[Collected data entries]
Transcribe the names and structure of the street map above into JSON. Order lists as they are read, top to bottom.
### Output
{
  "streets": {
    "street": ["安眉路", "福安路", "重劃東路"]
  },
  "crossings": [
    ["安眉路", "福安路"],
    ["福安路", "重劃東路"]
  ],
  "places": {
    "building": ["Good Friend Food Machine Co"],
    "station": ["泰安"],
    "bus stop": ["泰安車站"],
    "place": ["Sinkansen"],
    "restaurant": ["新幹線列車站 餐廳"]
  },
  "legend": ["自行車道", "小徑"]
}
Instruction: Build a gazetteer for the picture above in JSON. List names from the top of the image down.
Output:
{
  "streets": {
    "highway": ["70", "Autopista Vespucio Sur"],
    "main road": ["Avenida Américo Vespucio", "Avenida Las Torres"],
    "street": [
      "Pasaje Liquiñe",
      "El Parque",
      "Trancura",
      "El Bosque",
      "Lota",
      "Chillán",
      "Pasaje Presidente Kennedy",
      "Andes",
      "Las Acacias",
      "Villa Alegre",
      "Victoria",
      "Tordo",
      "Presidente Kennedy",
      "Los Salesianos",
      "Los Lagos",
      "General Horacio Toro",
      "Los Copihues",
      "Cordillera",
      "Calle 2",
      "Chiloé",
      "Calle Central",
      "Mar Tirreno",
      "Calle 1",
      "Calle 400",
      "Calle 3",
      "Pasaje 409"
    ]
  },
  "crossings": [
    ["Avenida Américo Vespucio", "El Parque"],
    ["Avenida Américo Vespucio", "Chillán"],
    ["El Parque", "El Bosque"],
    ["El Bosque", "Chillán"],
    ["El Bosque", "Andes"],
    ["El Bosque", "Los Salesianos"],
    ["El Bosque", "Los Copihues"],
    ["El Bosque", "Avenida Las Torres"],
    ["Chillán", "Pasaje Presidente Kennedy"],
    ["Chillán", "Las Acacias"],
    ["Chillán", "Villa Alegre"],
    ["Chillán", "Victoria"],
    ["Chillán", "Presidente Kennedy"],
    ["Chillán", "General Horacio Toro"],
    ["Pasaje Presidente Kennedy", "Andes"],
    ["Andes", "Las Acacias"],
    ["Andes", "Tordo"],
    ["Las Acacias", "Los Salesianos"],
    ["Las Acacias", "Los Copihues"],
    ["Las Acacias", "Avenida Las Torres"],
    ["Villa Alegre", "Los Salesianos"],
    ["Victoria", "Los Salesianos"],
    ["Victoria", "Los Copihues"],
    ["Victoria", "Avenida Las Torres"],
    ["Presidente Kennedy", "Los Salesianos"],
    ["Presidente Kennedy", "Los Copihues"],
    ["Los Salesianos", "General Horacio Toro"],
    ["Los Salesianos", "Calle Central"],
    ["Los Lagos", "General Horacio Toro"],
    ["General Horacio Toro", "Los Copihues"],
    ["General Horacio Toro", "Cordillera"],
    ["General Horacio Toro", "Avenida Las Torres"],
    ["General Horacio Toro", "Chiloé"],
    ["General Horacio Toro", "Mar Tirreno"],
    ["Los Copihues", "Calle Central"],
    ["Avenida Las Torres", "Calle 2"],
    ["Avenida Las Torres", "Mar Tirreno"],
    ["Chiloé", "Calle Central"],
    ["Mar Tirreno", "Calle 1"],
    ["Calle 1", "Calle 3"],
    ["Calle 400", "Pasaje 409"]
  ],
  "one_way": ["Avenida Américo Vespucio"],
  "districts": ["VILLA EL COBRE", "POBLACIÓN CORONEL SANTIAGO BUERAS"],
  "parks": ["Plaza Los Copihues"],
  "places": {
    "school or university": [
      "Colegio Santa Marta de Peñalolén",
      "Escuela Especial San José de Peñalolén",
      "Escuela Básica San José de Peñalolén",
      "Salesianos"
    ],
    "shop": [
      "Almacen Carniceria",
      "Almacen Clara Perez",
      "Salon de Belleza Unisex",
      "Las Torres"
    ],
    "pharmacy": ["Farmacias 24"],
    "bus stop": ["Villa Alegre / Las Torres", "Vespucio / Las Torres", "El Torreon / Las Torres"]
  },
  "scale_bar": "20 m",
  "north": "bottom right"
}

Problem: Having output the line that contains "Instruction: Build a", stop. Every line before it, back to the first line of the data, must be reproduced exactly.

Answer area:
Transcribe the names and structure of the street map above into JSON. Order lists as they are read, top to bottom.
### Output
{
  "streets": {
    "street": ["安眉路", "福安路", "重劃東路"]
  },
  "crossings": [
    ["安眉路", "福安路"],
    ["福安路", "重劃東路"]
  ],
  "places": {
    "building": ["Good Friend Food Machine Co"],
    "station": ["泰安"],
    "bus stop": ["泰安車站"],
    "place": ["Sinkansen"],
    "restaurant": ["新幹線列車站 餐廳"]
  },
  "legend": ["自行車道", "小徑"]
}
Instruction: Build a gazetteer for the picture above in JSON. List names from the top of the image down.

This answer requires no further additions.